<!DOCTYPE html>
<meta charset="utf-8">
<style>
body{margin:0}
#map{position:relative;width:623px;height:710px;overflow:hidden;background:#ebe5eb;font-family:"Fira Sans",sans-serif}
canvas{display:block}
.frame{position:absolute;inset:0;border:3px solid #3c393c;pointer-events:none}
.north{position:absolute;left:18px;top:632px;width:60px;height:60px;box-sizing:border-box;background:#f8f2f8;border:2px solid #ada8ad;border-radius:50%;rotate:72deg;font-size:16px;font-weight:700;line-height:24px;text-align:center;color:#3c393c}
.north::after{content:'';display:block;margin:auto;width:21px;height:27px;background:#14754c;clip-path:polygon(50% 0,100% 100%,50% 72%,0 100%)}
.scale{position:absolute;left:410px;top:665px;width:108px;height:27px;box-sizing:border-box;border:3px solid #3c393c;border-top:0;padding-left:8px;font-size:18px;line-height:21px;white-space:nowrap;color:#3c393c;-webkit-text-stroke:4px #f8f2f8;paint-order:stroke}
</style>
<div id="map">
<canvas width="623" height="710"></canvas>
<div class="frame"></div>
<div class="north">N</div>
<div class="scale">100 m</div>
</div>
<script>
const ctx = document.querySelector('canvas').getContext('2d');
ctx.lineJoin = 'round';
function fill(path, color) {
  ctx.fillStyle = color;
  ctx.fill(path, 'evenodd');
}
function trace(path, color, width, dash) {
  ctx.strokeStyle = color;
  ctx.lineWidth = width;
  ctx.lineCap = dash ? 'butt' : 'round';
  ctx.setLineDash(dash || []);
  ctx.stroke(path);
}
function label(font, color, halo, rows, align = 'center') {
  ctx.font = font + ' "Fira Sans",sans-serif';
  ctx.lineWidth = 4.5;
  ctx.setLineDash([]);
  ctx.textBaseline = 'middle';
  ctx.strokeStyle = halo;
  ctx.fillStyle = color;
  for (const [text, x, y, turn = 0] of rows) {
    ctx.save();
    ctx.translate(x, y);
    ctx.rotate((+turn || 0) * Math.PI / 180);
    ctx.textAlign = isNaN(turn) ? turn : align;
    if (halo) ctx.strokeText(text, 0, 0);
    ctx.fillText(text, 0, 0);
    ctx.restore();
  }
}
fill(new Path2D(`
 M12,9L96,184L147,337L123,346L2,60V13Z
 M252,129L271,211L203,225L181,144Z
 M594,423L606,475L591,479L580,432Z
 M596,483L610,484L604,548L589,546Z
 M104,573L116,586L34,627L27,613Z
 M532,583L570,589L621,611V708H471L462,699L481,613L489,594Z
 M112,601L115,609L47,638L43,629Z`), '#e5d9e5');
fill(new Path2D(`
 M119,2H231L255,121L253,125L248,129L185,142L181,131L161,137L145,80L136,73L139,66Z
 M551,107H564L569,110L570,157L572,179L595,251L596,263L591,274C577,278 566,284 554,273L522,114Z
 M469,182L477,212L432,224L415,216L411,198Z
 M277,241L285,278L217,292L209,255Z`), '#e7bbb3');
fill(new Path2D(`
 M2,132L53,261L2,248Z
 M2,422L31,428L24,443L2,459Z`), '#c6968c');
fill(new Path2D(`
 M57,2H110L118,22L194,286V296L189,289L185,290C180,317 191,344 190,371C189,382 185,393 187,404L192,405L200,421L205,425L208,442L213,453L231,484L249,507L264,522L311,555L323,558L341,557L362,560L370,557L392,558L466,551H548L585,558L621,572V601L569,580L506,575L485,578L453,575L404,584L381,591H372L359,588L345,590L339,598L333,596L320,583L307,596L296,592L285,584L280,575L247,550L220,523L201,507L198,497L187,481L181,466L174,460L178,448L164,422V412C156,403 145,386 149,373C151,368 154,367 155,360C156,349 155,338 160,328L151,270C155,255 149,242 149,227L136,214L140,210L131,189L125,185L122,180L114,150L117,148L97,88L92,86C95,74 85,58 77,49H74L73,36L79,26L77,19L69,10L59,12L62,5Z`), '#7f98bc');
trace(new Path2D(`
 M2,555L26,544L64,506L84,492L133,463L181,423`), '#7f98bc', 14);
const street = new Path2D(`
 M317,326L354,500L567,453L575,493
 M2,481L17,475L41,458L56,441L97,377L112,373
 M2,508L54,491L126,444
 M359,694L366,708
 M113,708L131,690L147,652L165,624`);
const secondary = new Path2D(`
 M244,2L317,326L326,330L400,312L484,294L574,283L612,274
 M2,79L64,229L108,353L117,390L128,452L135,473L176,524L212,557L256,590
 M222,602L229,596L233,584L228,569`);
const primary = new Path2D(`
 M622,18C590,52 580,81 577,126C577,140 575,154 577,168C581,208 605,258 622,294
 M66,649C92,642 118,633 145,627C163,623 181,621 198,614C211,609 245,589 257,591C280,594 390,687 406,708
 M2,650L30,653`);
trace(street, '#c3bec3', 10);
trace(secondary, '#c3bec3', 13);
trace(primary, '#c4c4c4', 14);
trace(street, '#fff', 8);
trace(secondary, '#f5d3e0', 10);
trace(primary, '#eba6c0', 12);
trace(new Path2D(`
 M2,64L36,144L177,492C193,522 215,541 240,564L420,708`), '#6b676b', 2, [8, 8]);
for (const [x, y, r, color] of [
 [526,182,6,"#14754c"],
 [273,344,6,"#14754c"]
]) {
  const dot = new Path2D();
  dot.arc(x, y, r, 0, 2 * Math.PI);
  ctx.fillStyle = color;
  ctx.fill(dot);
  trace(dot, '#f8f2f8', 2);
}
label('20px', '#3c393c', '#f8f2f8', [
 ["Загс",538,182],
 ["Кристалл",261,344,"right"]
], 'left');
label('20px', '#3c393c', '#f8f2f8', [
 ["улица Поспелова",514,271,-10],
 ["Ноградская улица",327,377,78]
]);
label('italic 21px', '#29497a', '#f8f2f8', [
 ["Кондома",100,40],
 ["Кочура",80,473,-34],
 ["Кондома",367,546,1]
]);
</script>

→ Activity: Lines holding the word "rows" are the answer; copy every one from the records above.

→ Answer space:
function label(font, color, halo, rows, align = 'center') {
  for (const [text, x, y, turn = 0] of rows) {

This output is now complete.